__What to work on__. Report every line of the records that contains the word "canvas".

Start of Data under study

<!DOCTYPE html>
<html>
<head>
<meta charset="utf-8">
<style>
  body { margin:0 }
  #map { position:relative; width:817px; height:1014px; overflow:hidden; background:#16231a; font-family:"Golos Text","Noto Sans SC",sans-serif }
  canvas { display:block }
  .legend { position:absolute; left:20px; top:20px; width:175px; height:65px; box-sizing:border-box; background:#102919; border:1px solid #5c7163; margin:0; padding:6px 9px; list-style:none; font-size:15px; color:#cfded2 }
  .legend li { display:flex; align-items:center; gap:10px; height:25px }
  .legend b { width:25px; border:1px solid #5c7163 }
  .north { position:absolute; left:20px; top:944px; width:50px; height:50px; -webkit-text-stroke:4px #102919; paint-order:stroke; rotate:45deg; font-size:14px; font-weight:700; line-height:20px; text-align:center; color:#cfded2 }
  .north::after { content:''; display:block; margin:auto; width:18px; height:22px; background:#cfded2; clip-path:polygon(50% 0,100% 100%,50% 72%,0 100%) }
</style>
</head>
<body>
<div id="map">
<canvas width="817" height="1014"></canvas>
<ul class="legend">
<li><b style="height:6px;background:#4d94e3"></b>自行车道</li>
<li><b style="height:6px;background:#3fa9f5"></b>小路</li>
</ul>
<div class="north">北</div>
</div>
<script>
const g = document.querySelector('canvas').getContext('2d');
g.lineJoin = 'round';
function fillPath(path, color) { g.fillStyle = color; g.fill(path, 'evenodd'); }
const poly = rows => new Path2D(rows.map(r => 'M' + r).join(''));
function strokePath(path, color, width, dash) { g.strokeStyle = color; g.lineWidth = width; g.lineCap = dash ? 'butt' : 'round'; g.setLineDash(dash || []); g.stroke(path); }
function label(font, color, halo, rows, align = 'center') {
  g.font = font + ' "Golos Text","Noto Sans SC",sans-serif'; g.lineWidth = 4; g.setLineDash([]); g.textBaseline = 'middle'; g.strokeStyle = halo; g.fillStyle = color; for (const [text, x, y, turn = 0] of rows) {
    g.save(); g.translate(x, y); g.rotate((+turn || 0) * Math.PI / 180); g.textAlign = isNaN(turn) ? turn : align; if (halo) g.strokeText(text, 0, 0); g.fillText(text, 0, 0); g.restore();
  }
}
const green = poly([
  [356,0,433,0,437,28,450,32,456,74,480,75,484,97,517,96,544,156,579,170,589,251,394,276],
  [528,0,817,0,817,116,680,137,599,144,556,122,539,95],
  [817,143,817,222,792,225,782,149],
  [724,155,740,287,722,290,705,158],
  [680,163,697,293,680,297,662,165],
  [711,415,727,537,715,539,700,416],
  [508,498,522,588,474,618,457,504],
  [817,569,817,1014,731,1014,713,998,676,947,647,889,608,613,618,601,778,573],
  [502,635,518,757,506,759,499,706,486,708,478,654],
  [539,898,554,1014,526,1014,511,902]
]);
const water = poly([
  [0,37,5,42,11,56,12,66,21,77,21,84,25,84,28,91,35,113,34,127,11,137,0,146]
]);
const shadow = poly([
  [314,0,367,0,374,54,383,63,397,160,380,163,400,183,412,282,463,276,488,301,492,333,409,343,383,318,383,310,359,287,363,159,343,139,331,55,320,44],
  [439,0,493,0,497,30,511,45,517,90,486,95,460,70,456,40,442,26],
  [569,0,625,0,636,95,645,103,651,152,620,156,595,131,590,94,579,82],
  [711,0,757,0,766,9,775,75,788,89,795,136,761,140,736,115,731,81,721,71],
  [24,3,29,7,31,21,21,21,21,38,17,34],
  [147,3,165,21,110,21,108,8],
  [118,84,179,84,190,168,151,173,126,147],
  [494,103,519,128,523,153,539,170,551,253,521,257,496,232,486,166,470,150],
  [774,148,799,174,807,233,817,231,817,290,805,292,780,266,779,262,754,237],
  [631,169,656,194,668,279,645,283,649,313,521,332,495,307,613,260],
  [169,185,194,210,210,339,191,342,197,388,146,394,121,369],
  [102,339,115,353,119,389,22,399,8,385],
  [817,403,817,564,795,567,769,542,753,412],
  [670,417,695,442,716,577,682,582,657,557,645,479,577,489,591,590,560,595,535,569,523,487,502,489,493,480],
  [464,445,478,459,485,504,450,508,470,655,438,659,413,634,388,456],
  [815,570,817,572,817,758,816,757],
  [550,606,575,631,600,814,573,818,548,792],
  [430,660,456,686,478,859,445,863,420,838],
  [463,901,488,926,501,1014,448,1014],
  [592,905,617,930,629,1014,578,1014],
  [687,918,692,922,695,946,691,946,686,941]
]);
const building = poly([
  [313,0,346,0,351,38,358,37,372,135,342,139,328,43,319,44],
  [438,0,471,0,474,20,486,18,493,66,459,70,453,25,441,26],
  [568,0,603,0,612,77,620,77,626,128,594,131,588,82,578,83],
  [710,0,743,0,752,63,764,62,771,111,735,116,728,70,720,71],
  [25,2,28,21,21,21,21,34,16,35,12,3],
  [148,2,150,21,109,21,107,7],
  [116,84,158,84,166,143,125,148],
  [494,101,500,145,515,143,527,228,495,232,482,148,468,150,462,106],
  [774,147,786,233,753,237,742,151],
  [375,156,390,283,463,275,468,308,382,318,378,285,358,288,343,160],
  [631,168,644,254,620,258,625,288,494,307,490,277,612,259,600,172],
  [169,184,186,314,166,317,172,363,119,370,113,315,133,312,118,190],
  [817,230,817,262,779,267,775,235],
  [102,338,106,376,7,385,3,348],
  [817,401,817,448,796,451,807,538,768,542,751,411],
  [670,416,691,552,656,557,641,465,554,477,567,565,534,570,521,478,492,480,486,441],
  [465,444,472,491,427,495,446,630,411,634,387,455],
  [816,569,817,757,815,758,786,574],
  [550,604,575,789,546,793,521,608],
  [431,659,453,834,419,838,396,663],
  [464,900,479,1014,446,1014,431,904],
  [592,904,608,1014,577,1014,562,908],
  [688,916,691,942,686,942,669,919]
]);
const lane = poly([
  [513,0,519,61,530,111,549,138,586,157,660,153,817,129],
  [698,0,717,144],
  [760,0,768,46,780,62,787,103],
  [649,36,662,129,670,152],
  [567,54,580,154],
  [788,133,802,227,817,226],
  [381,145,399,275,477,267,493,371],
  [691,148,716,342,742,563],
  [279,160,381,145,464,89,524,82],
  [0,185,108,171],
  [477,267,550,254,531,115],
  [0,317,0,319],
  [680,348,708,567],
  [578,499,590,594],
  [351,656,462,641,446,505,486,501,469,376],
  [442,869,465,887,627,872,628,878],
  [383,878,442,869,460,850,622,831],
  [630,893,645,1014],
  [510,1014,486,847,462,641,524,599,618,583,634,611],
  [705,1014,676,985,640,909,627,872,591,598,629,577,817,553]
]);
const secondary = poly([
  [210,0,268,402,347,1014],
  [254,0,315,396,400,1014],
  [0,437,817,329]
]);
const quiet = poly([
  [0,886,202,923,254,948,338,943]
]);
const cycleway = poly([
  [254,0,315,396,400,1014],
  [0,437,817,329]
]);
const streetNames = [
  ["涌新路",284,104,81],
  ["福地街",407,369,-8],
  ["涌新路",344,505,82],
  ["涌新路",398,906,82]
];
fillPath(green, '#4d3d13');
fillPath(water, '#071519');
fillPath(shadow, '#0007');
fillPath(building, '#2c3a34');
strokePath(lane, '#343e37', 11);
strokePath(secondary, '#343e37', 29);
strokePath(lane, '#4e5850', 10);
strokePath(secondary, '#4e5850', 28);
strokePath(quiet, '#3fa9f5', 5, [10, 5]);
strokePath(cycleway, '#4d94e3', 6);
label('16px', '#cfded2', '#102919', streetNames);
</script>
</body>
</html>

End of Data under study

__Output of the exercise__.
  canvas { display:block }
<canvas width="817" height="1014"></canvas>
const g = document.querySelector('canvas').getContext('2d');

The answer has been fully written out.